• [Goal of the exercise]:
The answer is the set of lines that include "lineWidth", copied from the data below.

(Data to process begins)

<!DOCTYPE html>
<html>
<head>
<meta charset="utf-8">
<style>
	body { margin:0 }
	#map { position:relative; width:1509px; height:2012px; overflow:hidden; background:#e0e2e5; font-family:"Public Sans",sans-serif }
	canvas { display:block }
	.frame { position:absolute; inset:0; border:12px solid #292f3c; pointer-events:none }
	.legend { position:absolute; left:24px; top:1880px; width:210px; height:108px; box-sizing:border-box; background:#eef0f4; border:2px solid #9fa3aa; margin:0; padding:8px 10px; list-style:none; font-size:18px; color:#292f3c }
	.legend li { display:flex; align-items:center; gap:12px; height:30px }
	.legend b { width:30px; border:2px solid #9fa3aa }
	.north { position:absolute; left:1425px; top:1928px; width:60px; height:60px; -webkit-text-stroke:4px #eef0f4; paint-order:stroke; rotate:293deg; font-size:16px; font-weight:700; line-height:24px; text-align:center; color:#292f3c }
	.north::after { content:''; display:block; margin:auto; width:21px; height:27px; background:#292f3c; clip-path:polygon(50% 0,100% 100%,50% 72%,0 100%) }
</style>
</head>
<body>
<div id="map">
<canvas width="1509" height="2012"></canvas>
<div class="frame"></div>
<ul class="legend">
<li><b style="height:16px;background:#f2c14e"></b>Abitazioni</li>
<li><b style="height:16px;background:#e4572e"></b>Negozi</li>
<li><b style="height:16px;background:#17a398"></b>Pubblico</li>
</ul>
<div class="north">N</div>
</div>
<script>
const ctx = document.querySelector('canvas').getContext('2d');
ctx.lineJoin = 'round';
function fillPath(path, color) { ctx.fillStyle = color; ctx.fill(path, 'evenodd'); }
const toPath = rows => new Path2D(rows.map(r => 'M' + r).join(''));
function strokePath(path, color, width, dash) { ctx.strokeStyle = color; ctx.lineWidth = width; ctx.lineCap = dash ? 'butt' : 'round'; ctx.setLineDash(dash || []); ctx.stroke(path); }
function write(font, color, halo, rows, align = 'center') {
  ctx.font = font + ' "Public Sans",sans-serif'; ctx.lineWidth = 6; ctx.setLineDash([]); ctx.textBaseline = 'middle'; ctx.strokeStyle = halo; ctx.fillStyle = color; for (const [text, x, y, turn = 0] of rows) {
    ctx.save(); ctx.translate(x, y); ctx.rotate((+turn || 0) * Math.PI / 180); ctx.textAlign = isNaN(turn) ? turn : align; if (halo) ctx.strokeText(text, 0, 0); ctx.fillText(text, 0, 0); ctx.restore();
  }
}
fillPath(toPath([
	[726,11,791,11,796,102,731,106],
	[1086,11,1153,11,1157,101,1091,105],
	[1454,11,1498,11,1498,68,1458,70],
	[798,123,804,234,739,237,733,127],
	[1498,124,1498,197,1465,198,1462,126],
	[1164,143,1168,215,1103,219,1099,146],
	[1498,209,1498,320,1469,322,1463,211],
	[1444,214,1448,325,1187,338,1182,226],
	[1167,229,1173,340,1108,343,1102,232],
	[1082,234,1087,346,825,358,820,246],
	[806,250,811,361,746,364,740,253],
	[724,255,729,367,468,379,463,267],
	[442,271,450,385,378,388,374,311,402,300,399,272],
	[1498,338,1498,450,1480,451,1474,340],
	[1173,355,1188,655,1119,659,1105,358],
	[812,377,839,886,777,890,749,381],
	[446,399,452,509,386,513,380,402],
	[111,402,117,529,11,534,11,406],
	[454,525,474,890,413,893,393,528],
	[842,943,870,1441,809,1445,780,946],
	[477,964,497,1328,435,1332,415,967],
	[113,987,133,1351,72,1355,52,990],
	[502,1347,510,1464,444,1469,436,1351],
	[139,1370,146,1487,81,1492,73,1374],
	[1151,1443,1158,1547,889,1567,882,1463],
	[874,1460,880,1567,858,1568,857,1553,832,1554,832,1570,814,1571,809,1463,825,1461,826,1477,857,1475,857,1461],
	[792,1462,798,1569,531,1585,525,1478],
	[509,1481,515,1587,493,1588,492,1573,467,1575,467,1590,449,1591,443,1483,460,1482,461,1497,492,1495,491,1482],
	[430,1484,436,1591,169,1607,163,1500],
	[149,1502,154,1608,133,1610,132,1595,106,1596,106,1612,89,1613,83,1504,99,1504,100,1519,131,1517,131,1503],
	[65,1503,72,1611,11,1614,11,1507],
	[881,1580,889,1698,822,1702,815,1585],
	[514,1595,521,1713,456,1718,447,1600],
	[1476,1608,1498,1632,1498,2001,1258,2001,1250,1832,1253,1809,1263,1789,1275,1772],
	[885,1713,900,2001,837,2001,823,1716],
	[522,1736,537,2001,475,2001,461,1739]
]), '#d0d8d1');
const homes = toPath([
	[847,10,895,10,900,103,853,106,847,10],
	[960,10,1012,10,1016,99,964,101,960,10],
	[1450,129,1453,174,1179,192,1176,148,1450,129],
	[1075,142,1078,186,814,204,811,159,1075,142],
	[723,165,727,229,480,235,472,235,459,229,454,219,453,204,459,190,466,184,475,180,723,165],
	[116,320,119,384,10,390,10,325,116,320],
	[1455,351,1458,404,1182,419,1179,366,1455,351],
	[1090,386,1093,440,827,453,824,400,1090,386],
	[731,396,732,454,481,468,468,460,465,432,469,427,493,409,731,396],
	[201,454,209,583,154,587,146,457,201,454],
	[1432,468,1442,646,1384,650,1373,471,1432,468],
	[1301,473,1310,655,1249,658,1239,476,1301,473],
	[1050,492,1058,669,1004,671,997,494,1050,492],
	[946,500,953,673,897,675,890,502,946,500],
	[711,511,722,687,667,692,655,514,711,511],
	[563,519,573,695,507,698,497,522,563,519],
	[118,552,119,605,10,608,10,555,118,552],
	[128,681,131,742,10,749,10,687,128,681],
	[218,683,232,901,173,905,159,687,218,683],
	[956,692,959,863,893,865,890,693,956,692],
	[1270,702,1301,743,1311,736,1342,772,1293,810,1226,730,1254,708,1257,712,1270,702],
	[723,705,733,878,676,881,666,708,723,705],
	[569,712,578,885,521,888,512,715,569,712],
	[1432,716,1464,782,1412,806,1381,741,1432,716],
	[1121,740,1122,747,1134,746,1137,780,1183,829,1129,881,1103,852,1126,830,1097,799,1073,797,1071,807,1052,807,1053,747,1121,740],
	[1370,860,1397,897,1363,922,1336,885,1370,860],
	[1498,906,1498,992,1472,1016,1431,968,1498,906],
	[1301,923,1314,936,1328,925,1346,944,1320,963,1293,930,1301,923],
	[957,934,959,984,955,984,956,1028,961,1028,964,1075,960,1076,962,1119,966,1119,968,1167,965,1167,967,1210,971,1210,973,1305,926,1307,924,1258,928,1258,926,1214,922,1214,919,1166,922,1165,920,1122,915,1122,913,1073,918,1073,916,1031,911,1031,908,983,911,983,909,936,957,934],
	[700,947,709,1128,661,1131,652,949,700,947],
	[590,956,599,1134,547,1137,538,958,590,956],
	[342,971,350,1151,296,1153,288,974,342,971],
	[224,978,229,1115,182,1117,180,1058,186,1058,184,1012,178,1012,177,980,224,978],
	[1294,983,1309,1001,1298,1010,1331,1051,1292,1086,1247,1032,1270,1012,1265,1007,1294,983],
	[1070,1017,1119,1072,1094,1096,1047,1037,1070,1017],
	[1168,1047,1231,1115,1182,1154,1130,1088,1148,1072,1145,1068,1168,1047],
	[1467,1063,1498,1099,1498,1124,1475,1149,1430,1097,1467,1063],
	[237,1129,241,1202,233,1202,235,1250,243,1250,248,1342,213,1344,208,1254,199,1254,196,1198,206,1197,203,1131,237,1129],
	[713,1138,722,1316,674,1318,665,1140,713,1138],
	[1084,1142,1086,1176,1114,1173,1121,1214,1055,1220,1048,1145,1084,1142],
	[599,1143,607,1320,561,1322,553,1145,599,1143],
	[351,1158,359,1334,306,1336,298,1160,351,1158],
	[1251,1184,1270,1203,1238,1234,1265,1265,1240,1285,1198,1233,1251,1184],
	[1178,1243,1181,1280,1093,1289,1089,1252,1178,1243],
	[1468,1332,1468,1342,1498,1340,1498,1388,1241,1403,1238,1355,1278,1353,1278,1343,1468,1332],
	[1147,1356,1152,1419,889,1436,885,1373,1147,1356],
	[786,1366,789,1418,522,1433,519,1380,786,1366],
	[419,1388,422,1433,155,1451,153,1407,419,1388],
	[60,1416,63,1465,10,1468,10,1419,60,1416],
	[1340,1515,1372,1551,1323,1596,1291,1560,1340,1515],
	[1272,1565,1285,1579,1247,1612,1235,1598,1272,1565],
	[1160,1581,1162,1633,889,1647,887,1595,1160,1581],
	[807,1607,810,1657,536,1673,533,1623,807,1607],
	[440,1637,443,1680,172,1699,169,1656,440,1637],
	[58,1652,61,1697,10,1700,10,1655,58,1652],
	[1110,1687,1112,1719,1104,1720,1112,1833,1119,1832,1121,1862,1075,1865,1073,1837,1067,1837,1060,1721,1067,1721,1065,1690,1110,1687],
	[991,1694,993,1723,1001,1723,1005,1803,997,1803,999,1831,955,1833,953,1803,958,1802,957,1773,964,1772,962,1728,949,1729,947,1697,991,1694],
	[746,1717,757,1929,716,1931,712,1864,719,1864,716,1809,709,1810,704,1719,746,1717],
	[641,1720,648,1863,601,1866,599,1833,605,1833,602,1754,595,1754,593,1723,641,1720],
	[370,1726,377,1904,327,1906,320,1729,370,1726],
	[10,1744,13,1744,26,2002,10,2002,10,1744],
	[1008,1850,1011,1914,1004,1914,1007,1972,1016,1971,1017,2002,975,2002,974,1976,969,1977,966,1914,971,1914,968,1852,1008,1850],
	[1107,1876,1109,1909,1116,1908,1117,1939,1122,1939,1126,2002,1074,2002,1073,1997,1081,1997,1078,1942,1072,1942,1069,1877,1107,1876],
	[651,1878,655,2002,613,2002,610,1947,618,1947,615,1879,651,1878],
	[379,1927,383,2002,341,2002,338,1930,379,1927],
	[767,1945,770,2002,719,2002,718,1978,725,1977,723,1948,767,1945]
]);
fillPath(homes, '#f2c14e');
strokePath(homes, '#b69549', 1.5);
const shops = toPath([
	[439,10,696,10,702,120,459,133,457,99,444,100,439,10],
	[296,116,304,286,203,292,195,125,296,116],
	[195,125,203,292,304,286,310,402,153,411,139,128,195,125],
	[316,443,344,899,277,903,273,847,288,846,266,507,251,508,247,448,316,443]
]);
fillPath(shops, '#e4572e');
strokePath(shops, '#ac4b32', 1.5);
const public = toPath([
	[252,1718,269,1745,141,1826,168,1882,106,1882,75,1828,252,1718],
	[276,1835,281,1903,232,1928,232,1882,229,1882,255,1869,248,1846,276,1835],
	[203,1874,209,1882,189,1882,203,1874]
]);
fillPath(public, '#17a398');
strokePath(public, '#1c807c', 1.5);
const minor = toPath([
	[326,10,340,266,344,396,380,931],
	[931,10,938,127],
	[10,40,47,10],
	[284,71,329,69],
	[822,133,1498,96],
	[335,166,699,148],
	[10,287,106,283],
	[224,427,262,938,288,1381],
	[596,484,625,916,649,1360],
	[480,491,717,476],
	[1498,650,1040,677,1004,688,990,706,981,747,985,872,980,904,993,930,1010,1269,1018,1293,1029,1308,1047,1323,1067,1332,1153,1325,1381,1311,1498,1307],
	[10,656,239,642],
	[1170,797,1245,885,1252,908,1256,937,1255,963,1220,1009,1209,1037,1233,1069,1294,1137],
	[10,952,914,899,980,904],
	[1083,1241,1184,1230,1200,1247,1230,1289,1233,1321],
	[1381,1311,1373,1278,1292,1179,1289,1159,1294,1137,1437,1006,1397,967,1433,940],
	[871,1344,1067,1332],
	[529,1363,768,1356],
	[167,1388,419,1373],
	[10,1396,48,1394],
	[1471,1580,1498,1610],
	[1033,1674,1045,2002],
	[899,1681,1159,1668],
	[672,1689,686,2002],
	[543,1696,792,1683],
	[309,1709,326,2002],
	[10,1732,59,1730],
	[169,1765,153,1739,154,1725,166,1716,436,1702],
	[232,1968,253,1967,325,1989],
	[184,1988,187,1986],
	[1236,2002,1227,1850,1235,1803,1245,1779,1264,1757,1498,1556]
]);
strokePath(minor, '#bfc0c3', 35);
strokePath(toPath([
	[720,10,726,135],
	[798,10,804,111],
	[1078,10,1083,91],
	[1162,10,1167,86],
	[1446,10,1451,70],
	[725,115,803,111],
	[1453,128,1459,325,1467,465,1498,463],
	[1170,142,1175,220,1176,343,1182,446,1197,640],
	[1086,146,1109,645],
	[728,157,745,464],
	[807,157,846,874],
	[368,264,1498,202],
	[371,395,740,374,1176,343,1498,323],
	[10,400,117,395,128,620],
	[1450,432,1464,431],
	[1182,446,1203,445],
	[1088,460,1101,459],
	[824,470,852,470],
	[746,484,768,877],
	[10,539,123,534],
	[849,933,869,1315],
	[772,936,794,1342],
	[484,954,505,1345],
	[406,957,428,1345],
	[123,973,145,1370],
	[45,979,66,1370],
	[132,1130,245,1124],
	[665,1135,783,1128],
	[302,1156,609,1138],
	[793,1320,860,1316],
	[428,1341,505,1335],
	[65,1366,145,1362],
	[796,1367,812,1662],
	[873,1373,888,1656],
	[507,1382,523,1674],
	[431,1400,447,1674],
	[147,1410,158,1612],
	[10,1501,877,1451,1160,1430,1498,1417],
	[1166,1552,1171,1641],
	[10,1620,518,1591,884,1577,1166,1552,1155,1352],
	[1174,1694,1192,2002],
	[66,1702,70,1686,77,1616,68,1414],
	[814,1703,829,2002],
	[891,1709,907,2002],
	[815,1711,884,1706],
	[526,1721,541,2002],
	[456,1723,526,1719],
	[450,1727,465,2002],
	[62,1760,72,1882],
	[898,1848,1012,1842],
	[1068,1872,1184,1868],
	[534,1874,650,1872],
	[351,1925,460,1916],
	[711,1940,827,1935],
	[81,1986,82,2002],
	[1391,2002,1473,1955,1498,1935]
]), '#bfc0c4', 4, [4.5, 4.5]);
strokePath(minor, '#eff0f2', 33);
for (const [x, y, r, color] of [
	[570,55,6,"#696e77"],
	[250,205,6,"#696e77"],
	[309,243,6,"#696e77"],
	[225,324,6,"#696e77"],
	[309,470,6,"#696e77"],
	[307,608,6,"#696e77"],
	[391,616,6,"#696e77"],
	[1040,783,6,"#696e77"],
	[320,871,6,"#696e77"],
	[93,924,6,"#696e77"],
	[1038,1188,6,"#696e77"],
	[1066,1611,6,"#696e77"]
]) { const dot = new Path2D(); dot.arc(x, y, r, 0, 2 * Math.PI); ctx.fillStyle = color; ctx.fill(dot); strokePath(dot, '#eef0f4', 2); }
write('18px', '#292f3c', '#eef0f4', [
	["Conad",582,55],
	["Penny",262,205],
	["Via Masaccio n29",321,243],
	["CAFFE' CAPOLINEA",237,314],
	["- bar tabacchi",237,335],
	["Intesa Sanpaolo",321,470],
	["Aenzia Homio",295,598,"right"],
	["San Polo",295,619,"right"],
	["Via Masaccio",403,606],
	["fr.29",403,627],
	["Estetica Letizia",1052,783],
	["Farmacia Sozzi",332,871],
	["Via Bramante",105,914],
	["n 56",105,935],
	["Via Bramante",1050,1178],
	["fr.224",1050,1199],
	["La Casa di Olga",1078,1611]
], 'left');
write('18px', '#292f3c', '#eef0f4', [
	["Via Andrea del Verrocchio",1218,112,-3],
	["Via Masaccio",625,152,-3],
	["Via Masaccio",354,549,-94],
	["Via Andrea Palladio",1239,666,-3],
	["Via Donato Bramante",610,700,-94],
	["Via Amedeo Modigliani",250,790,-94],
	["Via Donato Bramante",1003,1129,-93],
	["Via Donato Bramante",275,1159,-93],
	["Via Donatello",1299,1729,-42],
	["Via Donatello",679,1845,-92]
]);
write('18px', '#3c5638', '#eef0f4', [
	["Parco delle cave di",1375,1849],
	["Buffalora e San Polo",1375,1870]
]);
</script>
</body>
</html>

(Data to process ends)

• [Answer to this exercise]:
function strokePath(path, color, width, dash) { ctx.strokeStyle = color; ctx.lineWidth = width; ctx.lineCap = dash ? 'butt' : 'round'; ctx.setLineDash(dash || []); ctx.stroke(path); }
  ctx.font = font + ' "Public Sans",sans-serif'; ctx.lineWidth = 6; ctx.setLineDash([]); ctx.textBaseline = 'middle'; ctx.strokeStyle = halo; ctx.fillStyle = color; for (const [text, x, y, turn = 0] of rows) {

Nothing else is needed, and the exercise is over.